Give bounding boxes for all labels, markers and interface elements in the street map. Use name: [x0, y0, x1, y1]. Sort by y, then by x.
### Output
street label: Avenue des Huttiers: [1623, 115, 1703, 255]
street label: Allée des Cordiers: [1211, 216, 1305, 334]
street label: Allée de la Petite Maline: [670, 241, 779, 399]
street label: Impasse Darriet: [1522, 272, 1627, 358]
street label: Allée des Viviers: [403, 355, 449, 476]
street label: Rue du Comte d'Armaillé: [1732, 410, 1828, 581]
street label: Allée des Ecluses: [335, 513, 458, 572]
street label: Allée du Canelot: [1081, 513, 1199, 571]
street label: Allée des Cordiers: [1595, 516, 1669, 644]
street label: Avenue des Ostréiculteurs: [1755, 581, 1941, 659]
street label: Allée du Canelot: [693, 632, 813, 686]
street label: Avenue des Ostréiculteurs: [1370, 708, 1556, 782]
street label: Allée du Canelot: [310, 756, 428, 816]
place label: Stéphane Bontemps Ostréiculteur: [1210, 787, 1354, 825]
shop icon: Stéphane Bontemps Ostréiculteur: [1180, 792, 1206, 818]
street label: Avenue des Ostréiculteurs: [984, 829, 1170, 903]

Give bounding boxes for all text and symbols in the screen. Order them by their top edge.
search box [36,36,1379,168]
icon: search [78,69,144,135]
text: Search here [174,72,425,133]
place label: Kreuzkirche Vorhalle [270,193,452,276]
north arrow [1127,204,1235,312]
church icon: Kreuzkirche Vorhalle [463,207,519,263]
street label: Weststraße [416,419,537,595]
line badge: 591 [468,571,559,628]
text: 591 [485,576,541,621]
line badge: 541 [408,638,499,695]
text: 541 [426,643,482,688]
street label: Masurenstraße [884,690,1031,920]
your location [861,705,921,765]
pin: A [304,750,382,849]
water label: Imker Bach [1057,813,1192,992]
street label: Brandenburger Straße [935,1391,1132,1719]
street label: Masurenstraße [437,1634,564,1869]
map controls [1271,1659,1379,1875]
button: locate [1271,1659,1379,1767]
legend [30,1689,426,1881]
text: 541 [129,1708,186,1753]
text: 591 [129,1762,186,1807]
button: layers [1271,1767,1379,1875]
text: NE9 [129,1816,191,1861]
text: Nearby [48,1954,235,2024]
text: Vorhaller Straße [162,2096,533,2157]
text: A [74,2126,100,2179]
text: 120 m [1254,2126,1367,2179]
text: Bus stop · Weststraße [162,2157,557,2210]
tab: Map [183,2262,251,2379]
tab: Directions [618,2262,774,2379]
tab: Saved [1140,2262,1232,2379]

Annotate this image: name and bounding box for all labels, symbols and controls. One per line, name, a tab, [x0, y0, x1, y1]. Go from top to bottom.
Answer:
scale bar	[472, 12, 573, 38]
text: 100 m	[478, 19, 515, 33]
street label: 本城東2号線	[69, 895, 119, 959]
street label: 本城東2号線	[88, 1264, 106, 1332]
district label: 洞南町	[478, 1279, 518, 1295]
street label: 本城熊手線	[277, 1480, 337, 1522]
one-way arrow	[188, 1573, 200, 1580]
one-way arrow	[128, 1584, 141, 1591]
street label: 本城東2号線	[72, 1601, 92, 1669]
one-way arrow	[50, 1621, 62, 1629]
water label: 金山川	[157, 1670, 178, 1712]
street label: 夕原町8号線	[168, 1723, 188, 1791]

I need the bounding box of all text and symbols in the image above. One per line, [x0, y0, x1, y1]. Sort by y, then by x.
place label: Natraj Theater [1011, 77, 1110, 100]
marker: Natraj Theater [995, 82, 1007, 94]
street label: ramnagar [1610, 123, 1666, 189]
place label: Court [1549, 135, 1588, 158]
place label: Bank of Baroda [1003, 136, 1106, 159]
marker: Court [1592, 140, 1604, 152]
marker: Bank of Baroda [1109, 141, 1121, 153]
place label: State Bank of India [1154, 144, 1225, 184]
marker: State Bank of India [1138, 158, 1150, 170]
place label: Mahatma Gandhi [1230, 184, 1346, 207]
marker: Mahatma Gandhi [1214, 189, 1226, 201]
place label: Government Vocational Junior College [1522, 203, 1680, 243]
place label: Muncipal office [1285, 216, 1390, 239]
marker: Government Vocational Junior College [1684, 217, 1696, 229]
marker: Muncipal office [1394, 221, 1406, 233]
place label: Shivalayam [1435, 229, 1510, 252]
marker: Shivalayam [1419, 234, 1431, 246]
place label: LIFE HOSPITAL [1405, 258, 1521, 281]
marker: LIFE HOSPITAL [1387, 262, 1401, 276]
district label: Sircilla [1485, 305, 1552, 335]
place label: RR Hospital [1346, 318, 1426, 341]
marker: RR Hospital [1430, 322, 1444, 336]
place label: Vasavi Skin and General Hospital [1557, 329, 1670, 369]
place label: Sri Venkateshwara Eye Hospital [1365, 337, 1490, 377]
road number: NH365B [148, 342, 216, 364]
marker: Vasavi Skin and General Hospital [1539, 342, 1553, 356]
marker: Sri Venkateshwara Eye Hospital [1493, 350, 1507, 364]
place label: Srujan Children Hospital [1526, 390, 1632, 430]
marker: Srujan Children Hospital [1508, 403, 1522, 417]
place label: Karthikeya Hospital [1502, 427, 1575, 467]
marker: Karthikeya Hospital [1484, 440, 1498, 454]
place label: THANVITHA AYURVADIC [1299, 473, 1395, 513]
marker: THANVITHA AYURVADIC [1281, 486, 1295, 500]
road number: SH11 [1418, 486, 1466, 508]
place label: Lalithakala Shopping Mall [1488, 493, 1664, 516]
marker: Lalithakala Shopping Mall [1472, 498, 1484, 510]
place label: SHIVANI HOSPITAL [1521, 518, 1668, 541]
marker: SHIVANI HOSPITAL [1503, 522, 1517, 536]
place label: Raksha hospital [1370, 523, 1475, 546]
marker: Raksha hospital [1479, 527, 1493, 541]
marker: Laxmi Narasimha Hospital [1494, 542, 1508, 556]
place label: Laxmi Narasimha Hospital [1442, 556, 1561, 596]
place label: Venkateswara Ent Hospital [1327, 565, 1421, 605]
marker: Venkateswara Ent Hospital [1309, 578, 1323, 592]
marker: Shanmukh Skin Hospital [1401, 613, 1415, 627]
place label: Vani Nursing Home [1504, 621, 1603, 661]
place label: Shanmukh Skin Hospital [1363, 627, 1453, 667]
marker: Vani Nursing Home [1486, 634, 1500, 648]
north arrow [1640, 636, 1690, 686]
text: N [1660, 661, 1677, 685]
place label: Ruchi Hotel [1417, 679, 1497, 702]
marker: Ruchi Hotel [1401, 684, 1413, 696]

** YOUR TASK **
Note down each line above where the word "Kreuzkirche" occurs.

** REPLY TO THE EXERCISE **
place label: Kreuzkirche Vorhalle [270,193,452,276]
church icon: Kreuzkirche Vorhalle [463,207,519,263]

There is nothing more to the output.